The Kindly Ones
Jonathan Littell
Harper, Feb 2 2010, $16.99
ISBN: 9780061353468
In France, Dr. Maximilien Aue decides to write his memoir focusing on his war experience years ago. Now with a family, Max muses about when he was SS, not only did he oversee and report on the mass murdering of Jews in the Ukraine, he proudly and gleefully participated. He gave tours pf Auschwitz and Birkenau and survived Stalingrad and Hitler's final bunker. His big philosophical spin back in the early days rivals the middle ages how many angels on a pin as he mused how many bodies makes a grave mass?
Looking back at what he considers his only failure, his tormented love for his twin sister, Una, who wants nothing to do with her Herr Doktor brother. Like much of his peers, he anticipated the end of the Third Reich so now what. He knew the Russians make the SS look gentle so he chose the West as Berlin burned.
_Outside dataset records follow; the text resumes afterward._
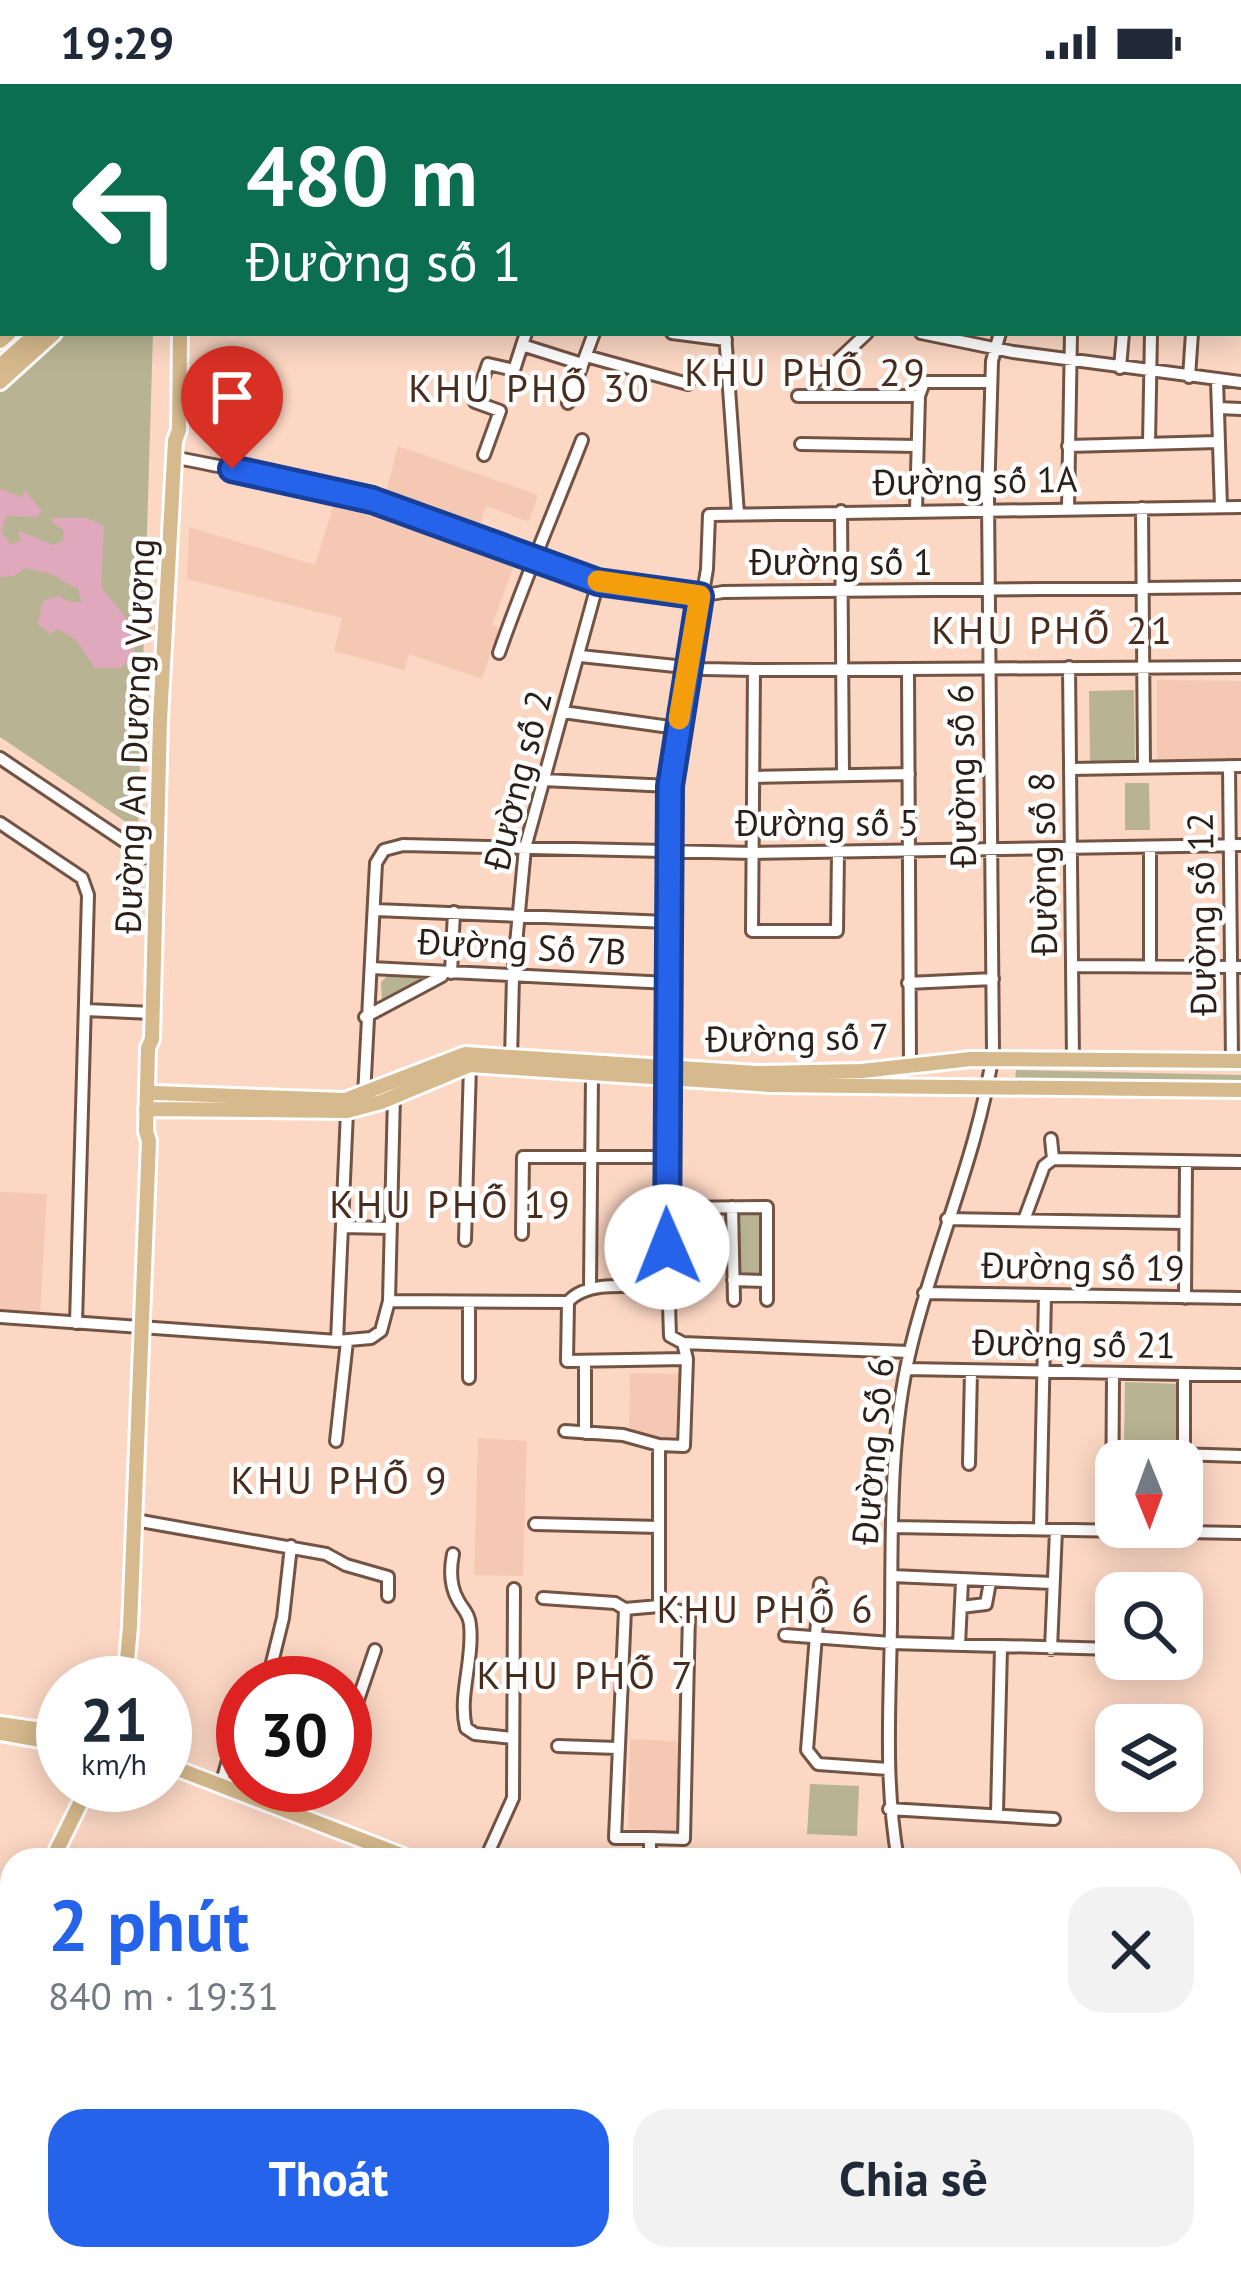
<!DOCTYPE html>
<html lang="vi">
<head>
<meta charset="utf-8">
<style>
	body { margin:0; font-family:"PT Sans",sans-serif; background:#f2f2f3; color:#1f2937; height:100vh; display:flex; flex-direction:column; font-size:45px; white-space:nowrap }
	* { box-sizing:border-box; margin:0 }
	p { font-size:39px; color:#747a83 }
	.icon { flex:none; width:66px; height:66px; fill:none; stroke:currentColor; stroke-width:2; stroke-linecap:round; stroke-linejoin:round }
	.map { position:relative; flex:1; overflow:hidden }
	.drawer { position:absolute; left:0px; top:1764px; width:1242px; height:423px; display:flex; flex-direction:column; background:#fff; border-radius:36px 36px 0 0; box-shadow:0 6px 30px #0003 }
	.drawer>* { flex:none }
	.banner { position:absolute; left:0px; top:0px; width:1242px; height:252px; box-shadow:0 6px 30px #0003; background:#0b6e4f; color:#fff; overflow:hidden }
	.needle { width:78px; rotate:179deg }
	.tools { position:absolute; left:1095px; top:1356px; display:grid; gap:24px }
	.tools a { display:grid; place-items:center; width:108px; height:108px; border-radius:24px; background:#fff; box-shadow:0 6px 30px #0003; font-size:60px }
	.speed { position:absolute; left:36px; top:1572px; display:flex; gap:24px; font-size:60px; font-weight:700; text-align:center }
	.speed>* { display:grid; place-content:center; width:156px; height:156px; border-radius:50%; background:#fff; box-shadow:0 6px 30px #0003; line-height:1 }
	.speed small { font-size:30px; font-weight:400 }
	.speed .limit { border:18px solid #d22; background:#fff; color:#111 }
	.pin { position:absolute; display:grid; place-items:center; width:102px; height:102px; color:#fff; margin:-123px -51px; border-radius:50% 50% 50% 0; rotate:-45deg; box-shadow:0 0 12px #0007 }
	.pin .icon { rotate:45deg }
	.me { position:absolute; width:132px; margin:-66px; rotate:359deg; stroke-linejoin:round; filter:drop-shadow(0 0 9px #0008) }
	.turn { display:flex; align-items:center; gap:42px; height:252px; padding:0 48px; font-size:54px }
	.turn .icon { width:156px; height:156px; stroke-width:2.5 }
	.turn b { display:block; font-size:84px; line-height:102px }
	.round { display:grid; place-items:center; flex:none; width:126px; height:126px; border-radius:36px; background:#f2f2f3 }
	.overview { display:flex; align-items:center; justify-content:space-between; height:204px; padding:0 48px }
	h1 { font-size:72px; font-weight:700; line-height:90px; color:#2563eb }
	.primary-button { display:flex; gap:24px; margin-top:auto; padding:24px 48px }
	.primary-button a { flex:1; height:138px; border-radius:36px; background:#2563eb; color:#fff; font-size:48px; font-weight:700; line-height:138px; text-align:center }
	.primary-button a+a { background:#f2f2f3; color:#1f2937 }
	.status { display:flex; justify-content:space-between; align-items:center; height:84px; padding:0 60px; background:#fff; direction:ltr }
	.status svg { height:33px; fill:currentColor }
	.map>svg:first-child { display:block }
</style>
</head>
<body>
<div class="status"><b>19:29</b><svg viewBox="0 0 49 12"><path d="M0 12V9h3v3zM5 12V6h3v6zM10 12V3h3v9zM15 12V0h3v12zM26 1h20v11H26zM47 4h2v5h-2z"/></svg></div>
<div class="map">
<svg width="1241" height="2186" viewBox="0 0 1241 2186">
	<rect width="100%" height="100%" fill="#fcd7c4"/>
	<!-- built -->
	<path fill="#f4c8b2" d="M398,362L538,411L529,438L486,422L479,443L385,413Z
		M333,423L371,432L514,481L492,541L499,544L482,595L409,570L404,586L334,567L342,534L187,495L189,443L315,481Z
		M1157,596L1241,597V678H1157Z
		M0,1108L47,1110L40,1230L0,1227Z
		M630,1289L680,1290V1356L629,1351Z
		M478,1354L527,1357L523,1492L474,1491Z
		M630,1655L685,1658L682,1747L628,1745Z"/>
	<!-- green -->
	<path fill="#b8b493" d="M62,249H153L138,746L0,653V301Z
		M1134,606L1135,679H1090L1089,607Z
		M1125,699H1149L1150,746H1125Z
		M386,893L431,894L386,920L382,918L381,898Z
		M1016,986L1241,991V1001L1015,996Z
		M737,1130H762V1191L738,1192Z
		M1125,1298L1183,1300V1362L1124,1360Z
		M810,1700L859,1702L857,1752L807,1750Z"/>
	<!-- water -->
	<path fill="#dfa8bd" d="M0,405L21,413L25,407L42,427L37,433L6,432L1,448L12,461L21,456L18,446L53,461L63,457L64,447L48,434H87L104,442L101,503L131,540L134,569L121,584H95L75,555L57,545L50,550L38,540L43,517L59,512L69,518H81L79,506L51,490L25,484L14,492L0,493Z"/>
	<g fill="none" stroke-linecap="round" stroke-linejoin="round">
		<defs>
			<path id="minor" d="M131,0V3
				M450,0L461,3
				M730,0V3
				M550,3V0
				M833,3L836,0
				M944,3L948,0
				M1024,3V0
				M1092,3L1093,0
				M1147,3V0
				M1214,3L1215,0
				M1239,44H1241
				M672,249L726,256
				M725,249L738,430
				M921,249L1013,268L1241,298
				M522,261L582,280
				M586,272L688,300
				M1120,284L1123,249
				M1189,293L1192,249
				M1217,296L1221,423
				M816,297L867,249
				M798,312H919
				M568,319L594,249
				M1219,324L1241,325
				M1149,359L1151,249
				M801,360L917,362
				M1068,362L1218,358
				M484,371L500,327L475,318L488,280L514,286L526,249
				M174,373C240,388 307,395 372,416C467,446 626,527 723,508L1241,503
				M1068,424L1071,249
				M1142,424L1144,684
				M841,427L843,691
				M916,427L919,312L924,298H991
				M499,569C524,497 554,428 582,356
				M580,572L704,585L754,586L1241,583
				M1069,583L1073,976
				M908,585L910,981
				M754,586L752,847H837L838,768
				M563,628L677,644
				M0,674L158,780
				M1229,682L1232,977
				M1071,685L1241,682
				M754,693L909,690
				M543,696L670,702
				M0,739L82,794L88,811L76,1239
				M1150,763V882
				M375,826L668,838
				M1073,882L1241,883
				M371,884L669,899
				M451,889L454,828
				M908,899L993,895
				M86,926L152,929
				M365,933L442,892
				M511,976L513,892L525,764L598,498
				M364,1012L376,779L384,766L403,761L754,769L1241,761
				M1051,1055L1053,1075
				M732,1123L734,1216
				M666,1124L767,1123V1216
				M947,1135L1185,1139
				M1024,1136L1044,1082L1053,1075L1241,1078
				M343,1143L390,1144
				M522,1150L523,1073H666
				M465,1156L470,981
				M733,1196L767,1197
				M590,1204L592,991
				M924,1209L1241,1214
				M1185,1214L1186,1078
				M389,1217L568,1218C588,1194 638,1204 668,1203
				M469,1218V1294
				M568,1218L567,1277L687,1275
				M0,1233L337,1257L371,1254L381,1247L389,1217L394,1012
				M337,1257L347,1027
				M909,1268L683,1259L670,1252L666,1124L670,702L707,485L709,431L1241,423
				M906,1285L1241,1291
				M565,1347L623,1351L659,1361
				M585,1349V1277
				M336,1357L347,1257
				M1112,1368L1241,1372
				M1184,1370V1291
				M969,1380L971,1287
				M135,1436L326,1470L346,1481L388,1493V1512
				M535,1440L659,1443
				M893,1443L1241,1449
				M1040,1445L1045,1211
				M1112,1447L1113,1290
				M453,1470C450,1485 450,1502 458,1516C463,1526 469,1529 470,1541C474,1575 458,1612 466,1644L475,1650L512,1654
				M892,1492L1053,1499
				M820,1500L807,1666L818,1680L888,1685
				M543,1514L615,1519L625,1525
				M961,1523L986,1520L990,1498
				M785,1551L891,1559L1116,1565
				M959,1561L962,1497
				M1051,1565L1056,1446
				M267,1599L283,1534L291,1462
				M345,1654L375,1566
				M558,1662L617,1664
				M221,1701L231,1666L243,1643
				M274,1724L281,1701
				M889,1725L1054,1735
				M997,1729L1001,1563
				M650,1754H615L625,1525L659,1522
				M485,1776L513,1714L514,1505
				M650,1776V1754L684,1755L689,1529L659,1522V1361L684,1362L687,1275L683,1259
				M898,1776C884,1697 890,1619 891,1539C892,1450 889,1354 910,1267C933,1168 979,1068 993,968L988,415L992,277L1000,249
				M0,1817L12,1833
				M251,2175L282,2186
				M341,2175L342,2186
				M438,2175L440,2186
				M723,2175L724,2186
				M750,2175L751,2186
				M787,2175V2186
				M952,2175L953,2186
				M978,2175L979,2186
				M1110,2175L1112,2186
				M497,2186L501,2176L510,2175
				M613,2186L621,2175
				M833,2186L861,2183"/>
			<path id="major" d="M190,0V3
				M272,3L276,0
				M286,3L290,0
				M311,3L315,0
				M330,3L333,0
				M0,92L3,91
				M0,242L3,239
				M0,257L9,249
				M0,282L37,249
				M0,298L54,249
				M155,1009L345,1016L465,970L757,989L862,987L971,975L1241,977
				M146,1025L347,1027L381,1018L470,981L771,1001L1241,1006
				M125,1599L130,1543L149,1057L146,1047L148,964L152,955L160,636L175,357L179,346L180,249
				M0,1640L63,1649
				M0,1649L63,1660
				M165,1680L414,1776
				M52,1776L89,1701
				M1230,1885L1241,1886
				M0,1894L1,1881L12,1858
				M0,1905L12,1954
				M69,2175L72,2186"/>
		</defs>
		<!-- minor casing -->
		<use href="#minor" stroke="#735344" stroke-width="16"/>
		<!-- major casing -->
		<use href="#major" stroke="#fff" stroke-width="20"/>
		<!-- minor -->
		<use href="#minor" stroke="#fff" stroke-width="10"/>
		<!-- major -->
		<use href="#major" stroke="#d6b98c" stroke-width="14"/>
	</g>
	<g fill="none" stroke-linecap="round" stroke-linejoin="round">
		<defs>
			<path id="route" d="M232,385L372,416L598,498L700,512L670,702L667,1163"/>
		</defs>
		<!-- route casing -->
		<use href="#route" stroke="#184099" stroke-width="30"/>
		<!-- route -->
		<use href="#route" stroke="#2563eb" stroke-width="21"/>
		<!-- slow -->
		<path stroke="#f59e0b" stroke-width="21" d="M598,497L700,512L679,635"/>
	</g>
	<g text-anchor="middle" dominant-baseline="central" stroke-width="9" stroke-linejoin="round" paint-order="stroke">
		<!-- street labels -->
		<g font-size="36" fill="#2c1f18" stroke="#fff">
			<text transform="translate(975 396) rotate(-1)">Đường số 1A</text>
			<text x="841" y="477">Đường số 1</text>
			<text transform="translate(134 652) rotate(-88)">Đường An Dương Vương</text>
			<text transform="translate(961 692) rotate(-91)">Đường số 6</text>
			<text transform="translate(517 696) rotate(-76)">Đường số 2</text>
			<text x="827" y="738">Đường số 5</text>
			<text transform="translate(1042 780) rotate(-91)">Đường số 8</text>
			<text transform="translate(1201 830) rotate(-91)">Đường số 12</text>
			<text transform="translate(522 862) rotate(3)">Đường Số 7B</text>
			<text transform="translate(797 953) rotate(-1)">Đường số 7</text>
			<text transform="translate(1083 1182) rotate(1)">Đường số 19</text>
			<text transform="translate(1074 1259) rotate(1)">Đường số 21</text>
			<text transform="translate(872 1367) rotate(-85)">Đường Số 6</text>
		</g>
		<!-- neighbourhood labels -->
		<g font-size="39" letter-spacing="3" fill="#482c1d" stroke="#fff">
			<text x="806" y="287">KHU PHỐ 29</text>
			<text x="530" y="303">KHU PHỐ 30</text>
			<text x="1053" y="545">KHU PHỐ 21</text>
			<text x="451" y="1119">KHU PHỐ 19</text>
			<text x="340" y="1395">KHU PHỐ 9</text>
			<text x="766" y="1524">KHU PHỐ 6</text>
			<text x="586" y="1590">KHU PHỐ 7</text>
		</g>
	</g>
</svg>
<div class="tools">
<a><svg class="needle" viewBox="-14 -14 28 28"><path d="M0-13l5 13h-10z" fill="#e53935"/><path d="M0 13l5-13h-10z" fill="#747a83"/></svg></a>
<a><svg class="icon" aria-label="search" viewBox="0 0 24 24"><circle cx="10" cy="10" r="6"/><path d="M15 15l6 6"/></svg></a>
<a><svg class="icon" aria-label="layers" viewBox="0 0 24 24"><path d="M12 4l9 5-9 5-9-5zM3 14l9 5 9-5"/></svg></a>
</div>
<div class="speed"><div>21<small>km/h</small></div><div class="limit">30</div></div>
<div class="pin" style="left:232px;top:385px;background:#d93025"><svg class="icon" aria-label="arrive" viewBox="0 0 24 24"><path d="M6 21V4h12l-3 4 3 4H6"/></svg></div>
<svg class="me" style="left:667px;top:1163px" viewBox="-20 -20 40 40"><circle r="19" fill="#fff"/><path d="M0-13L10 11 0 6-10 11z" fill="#2563eb"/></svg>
<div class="banner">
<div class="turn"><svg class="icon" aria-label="left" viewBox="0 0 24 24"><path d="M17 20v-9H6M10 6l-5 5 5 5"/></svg><div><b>480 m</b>Đường số 1</div></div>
</div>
<section class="drawer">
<div class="overview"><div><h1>2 phút</h1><p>840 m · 19:31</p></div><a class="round"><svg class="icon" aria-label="close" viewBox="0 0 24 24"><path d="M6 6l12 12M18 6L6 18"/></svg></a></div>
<div class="primary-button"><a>Thoát</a><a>Chia sẻ</a></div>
</section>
</div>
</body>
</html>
This is not an easy read as Aue is all over the place with his wandering dialogue that at times meanders more than the River Mosel and often feels like a particular sequence is eternal. Adding to the difficulty of perusing his account is that Aue is not likeable and does not seek redemption; in fact his dissertation is a matter of fact chat of a brutal way of life and death. In other words he is still a cold psychopath concealing his past inside a middle class family. Throughout readers will ask how a culturally aware doctor could commit atrocities but Aue never responds beyond his casual that’s life, death and all the torture in between philosophy. Not for everyone, The Kindly Ones is a convoluted hard to follow essay that argues life is brutal, vicious and expendable with human predators hunting and torturing human prey.